Nash writes with precision and passion, narrating the tale like a retrospective and a confessional diary. Her insights are sharp and honest, exploring her own thought process with an almost bemused culpability yet showing little to no regret or remorse. Not to imply that she should feel any type of guilt, per se. Not one character in this book is what you’d call a “good person” by any standard. What they are, though, are real, complex and fully-developed people that illicit something resembling compassion and empathy. What Nash has done with this book is weave a story about shitty people doing shitty things to other shitty people that is somehow relatable and sympathetic, forcing its reader to exist in that hazy place in which right and wrong are subjective and perspective is the biggest lie and the only truth.
Animals Eat Each Other is dark, sexy and astute, the writing so concise and raw that it makes reading such heavy subject matter seem easy and intrusive. Nash’s evocative and intuitive prose pushes the story along, creating atmosphere and suspense. It’s like that train wreck in slow-motion cliché, but the beauty in this chaos that much more relevant and much more rewarding once you dig for it.
“I stood there a long time and Saul stood next to me. I kept waiting for the beauty. It felt like I was always waiting.”

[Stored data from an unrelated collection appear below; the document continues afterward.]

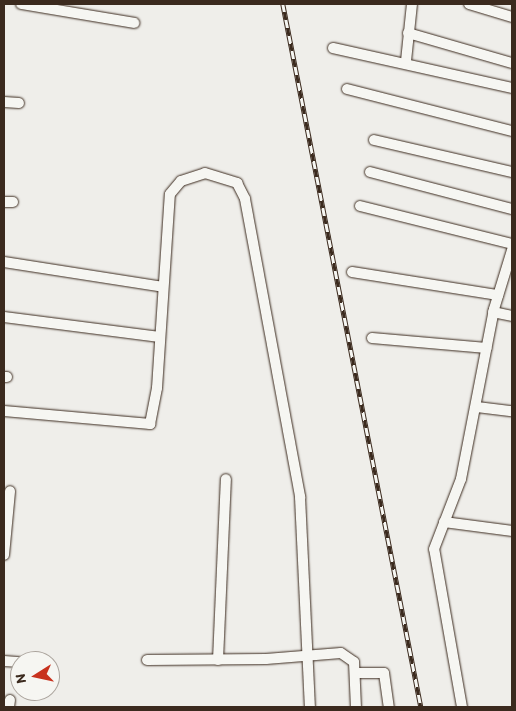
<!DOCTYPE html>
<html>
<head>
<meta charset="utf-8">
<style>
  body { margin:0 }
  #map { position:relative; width:516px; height:711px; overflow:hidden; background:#efeeea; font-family:Itim,sans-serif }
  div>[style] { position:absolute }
  .roads { filter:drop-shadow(0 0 1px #3b2a1e) drop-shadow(0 0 1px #3b2a1e) }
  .street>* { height:10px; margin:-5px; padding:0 5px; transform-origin:5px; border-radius:5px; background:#f6f6f2 }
  .rail>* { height:4.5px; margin-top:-2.25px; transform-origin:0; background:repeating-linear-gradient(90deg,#f6f6f2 0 8px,#3b2a1e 0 16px); box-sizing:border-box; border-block:1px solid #3b2a1e }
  span { translate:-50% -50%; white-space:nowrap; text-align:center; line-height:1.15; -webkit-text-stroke:4px #f6f6f2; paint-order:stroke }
  .frame { position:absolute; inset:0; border:5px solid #3b2a1e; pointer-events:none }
  .north { position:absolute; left:10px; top:651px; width:50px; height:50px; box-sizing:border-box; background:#f6f6f2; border:1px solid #aba49d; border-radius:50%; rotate:260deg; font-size:14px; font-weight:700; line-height:20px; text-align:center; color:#3b2a1e }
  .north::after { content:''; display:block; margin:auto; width:18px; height:22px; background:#c8321e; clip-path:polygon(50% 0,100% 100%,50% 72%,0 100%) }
</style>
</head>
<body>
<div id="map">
  <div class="roads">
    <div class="street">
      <div style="left:21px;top:4px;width:115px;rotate:9.5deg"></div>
      <div style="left:469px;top:4px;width:45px;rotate:16.8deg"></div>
      <div style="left:408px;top:33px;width:108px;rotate:16.1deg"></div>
      <div style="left:333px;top:48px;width:183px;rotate:12.6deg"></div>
      <div style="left:406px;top:61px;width:57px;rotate:-84deg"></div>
      <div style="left:347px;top:89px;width:170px;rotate:14.3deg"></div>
      <div style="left:4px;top:102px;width:15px;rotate:4deg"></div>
      <div style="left:374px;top:140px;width:142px;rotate:13.1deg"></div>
      <div style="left:370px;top:172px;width:147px;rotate:14.6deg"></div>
      <div style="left:4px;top:202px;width:9px"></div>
      <div style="left:360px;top:206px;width:157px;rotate:14deg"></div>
      <div style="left:4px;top:262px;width:161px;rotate:8.9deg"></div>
      <div style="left:352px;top:272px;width:148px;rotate:9deg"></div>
      <div style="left:493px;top:312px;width:19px;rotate:12deg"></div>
      <div style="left:4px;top:317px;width:157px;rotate:7.3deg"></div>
      <div style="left:372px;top:338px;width:115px;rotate:5deg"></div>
      <div style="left:4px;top:377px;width:3px"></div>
      <div style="left:477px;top:407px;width:35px;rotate:7deg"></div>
      <div style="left:4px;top:411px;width:147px;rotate:5.1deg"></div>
      <div style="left:150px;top:424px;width:37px;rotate:-79deg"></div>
      <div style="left:157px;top:388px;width:194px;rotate:-86.2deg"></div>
      <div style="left:170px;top:194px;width:17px;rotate:-50deg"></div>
      <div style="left:181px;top:181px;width:25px;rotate:-18deg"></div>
      <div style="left:205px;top:173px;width:34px;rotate:17deg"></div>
      <div style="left:237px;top:183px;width:18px;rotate:63deg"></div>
      <div style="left:245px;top:199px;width:303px;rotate:79.5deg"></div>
      <div style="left:300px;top:497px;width:210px;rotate:87.3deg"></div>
      <div style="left:444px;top:522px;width:69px;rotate:7.5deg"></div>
      <div style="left:4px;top:555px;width:64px;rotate:-84.6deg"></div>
      <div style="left:147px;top:660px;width:119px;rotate:-0.5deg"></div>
      <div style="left:266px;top:659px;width:75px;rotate:-4.6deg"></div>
      <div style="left:341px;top:653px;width:16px;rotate:35deg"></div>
      <div style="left:354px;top:662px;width:45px;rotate:87.5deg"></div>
      <div style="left:218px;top:660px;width:181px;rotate:-87.5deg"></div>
      <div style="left:4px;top:661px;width:16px;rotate:4deg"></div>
      <div style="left:356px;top:673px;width:28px"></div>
      <div style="left:384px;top:673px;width:34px;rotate:82deg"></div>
      <div style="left:9px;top:707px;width:7px;rotate:-82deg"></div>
      <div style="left:462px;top:707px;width:160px;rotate:-100deg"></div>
      <div style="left:434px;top:549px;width:75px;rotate:-68.9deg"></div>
      <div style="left:461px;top:479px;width:173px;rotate:-79deg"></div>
      <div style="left:494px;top:309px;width:62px;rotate:-73deg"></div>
    </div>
  </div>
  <div class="rail">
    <div style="left:283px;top:4px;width:716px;rotate:78.89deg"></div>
  </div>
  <div class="frame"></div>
  <div class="north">N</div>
</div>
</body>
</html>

I suppose if I had to explain what Saul Stories is “about”, I’d tell you something pertaining to a 40 year-old woman who hangs out with her teenage daughter, parties with her teenage friends and has a non-sexual (?) obsession with an underage boy. What Saul Stories is actually about, though, is moral ambiguity, societal expectations/standards and that hazy fog where art and life collide and the rules become unclear.

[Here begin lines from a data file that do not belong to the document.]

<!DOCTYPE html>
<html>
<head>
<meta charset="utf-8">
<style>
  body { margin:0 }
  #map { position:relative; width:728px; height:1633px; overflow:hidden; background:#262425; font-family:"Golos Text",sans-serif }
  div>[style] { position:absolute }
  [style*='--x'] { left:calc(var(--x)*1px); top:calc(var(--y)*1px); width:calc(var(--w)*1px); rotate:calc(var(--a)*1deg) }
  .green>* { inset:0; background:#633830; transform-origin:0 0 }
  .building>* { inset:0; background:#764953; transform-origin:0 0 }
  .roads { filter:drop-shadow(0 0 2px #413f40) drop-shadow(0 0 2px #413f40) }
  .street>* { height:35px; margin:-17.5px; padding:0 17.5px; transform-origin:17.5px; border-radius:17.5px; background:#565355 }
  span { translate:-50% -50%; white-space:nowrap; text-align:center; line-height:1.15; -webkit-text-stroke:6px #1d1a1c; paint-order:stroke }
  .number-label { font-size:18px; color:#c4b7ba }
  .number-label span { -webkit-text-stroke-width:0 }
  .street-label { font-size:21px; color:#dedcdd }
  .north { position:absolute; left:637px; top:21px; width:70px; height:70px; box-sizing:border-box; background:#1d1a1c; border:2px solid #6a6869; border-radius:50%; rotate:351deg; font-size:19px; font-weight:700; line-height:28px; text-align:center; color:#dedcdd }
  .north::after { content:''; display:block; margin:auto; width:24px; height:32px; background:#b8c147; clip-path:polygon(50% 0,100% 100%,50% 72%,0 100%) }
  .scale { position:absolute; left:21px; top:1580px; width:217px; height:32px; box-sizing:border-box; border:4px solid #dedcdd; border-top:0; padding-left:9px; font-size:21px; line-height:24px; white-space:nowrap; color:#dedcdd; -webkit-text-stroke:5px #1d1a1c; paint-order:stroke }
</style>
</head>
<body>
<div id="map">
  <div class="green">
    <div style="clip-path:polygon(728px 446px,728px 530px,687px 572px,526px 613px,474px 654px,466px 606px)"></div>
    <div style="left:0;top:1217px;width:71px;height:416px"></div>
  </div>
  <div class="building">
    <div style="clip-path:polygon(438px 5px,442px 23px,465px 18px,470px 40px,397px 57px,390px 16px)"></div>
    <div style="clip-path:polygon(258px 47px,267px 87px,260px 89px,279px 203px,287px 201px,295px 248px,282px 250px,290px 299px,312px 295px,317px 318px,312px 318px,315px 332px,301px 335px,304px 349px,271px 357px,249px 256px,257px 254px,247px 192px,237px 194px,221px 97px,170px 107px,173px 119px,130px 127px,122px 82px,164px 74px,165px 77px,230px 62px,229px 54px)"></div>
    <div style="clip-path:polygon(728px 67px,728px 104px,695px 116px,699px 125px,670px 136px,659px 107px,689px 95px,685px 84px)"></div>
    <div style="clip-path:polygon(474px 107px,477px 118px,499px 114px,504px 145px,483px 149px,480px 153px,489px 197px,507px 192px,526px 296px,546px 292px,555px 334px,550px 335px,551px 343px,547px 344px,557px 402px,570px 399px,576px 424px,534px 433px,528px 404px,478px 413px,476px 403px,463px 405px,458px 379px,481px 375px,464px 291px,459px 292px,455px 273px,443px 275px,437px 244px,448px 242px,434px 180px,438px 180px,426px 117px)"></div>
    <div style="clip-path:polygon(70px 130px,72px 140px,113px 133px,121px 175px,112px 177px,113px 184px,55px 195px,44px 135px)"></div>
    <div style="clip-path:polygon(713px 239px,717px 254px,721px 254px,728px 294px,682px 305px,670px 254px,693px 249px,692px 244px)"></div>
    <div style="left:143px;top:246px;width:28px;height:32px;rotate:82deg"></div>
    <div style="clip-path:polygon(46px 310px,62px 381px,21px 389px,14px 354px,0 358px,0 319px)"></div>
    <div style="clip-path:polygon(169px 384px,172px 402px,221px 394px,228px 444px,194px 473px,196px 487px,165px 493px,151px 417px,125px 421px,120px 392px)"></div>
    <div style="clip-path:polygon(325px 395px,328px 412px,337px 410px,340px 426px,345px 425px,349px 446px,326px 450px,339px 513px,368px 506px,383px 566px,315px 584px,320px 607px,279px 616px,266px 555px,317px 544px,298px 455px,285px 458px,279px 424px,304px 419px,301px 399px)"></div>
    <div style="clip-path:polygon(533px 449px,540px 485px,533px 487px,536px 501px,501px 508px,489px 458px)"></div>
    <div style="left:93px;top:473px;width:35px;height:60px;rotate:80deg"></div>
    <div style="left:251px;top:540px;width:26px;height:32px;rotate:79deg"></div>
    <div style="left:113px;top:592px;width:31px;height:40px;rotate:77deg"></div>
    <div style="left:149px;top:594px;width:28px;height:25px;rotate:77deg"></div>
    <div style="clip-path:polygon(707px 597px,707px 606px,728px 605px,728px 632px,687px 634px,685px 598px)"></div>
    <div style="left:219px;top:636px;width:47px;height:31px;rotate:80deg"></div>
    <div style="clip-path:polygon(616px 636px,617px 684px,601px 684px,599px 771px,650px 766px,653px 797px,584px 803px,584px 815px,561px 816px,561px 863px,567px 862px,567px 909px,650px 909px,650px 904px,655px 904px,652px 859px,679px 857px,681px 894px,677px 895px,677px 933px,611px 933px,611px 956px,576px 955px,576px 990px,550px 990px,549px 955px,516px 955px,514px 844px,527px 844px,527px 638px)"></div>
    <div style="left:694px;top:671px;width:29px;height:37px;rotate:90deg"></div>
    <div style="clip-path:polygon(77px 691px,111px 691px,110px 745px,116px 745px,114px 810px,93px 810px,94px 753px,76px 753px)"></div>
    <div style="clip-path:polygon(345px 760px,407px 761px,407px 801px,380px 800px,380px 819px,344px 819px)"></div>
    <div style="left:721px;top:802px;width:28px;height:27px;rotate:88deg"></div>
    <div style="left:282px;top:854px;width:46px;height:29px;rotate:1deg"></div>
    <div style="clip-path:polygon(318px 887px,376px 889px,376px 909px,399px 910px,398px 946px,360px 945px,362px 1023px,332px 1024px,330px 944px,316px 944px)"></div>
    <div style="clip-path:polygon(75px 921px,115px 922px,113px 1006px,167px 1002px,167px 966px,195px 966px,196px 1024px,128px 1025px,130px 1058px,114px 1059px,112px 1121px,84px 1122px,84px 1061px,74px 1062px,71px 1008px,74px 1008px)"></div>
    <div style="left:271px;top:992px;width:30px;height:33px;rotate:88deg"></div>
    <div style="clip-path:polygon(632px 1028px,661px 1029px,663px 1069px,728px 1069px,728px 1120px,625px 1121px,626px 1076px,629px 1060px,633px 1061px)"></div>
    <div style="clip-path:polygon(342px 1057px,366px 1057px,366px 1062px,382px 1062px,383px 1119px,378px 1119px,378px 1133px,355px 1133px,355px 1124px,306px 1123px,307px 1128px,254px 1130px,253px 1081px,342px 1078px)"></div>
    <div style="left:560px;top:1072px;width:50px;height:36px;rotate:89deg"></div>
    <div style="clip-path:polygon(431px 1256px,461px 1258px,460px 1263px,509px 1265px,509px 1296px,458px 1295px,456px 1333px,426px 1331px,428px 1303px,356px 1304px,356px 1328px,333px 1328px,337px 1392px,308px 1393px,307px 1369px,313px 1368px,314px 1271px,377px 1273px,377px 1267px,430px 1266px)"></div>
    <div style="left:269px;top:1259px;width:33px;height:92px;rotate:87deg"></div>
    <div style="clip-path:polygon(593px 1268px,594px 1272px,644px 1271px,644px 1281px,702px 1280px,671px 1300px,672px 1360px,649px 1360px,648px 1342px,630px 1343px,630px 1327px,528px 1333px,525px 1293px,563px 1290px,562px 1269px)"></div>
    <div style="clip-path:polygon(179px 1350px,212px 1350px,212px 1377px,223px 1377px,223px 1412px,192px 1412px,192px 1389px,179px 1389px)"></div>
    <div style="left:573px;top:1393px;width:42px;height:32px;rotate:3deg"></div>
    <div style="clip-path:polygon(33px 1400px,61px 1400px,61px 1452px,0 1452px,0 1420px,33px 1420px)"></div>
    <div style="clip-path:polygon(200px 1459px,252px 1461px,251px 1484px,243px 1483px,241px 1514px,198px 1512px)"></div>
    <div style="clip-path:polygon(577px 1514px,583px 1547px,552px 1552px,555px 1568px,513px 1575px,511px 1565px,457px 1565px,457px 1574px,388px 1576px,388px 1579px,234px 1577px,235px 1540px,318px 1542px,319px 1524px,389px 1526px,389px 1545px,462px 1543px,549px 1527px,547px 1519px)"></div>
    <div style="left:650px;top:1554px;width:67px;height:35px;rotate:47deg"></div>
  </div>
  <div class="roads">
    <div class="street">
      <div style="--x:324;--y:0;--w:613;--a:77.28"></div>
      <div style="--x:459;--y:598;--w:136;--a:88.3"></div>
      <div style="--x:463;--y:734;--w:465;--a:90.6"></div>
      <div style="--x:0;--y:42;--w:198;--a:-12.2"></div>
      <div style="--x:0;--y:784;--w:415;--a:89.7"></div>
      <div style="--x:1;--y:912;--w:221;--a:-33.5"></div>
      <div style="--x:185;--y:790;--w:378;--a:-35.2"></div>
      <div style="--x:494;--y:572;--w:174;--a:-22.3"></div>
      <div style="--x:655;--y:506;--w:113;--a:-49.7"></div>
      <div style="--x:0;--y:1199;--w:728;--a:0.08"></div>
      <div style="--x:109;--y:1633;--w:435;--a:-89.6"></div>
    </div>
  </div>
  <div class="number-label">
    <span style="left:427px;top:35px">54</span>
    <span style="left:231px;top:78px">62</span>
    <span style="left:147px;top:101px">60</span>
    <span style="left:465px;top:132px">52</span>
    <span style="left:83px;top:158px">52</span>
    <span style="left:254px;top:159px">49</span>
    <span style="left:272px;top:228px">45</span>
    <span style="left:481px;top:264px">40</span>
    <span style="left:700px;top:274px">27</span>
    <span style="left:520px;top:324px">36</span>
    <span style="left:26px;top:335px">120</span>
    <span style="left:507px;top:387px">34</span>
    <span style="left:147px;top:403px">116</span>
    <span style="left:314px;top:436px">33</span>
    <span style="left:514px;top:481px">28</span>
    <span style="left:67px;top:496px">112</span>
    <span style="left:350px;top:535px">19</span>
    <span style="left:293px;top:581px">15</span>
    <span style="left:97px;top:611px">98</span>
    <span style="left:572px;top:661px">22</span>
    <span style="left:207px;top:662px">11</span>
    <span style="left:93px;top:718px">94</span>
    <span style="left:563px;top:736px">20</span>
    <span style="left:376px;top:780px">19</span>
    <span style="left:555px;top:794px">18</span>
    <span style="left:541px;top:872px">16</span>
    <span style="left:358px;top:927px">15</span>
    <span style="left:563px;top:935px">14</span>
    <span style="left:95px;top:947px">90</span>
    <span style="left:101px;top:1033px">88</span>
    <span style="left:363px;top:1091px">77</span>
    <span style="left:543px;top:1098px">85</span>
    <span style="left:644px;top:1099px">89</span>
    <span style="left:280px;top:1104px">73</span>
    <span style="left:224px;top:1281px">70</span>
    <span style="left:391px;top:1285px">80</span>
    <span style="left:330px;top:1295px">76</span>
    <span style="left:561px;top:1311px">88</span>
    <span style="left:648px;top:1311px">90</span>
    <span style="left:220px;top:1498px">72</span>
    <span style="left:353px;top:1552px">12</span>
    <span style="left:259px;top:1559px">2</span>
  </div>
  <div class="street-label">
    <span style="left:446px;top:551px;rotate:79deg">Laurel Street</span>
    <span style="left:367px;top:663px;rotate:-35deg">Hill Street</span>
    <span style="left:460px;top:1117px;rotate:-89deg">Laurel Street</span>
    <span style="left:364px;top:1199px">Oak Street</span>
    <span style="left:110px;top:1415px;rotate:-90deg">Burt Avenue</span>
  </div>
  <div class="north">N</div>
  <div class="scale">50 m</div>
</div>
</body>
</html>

An imposing collection of short stories linked by the characters, Elizabeth Ellen crafts a relentless narrative that twists and plummets, conflating empathy with enabling and specifically challenging preconceived notions about the unspoken rules that dictate us. In particular, the accepted ideas about friendship, trust, and who can associate with whom. The main character of Saul Stories, an unnamed narrator, is so unlikable – an emotionally stunted “artist” living of a trust fund with no direction while financing a posse of delinquent eighth graders – that distrust for her intentions is imminent and fierce. The stories, however, are told with such brutal honesty and emotional uncertainty that her humanity takes on its own form and that form becomes the most relatable character in the book. It’s so easy to find oneself rooting for the narrator to win although it’s never clear what the stakes actually are or what any character in Saul Stories stands to win.
Ellen never hits the reader in the face with any of this, though. The stories pummel through time, leaving the inevitable conflict and ugly parts implied like whispers in the community; like dirty looks from illustrious older white men who’ve invested a lot of money in something you obviously are supposed to be grateful for. It’s there. You feel it and everyone else does, too, yet no one ever talks about it. Ellen’s writing is masterful as Saul Stories reads like a candid conversation with an affable acquaintance that just shares too much and doesn’t give a fuck what you think. She never tries to sway the reader’s opinion or stance, merely gives an accurate review of the situation from one side of the story.
Smart without pretense, discontented without angst, uncomfortably funny and painstakingly direct, it’s almost cliché to laud Saul Stories as Lolita for the internet age, but it’s also hard to miss that assessment.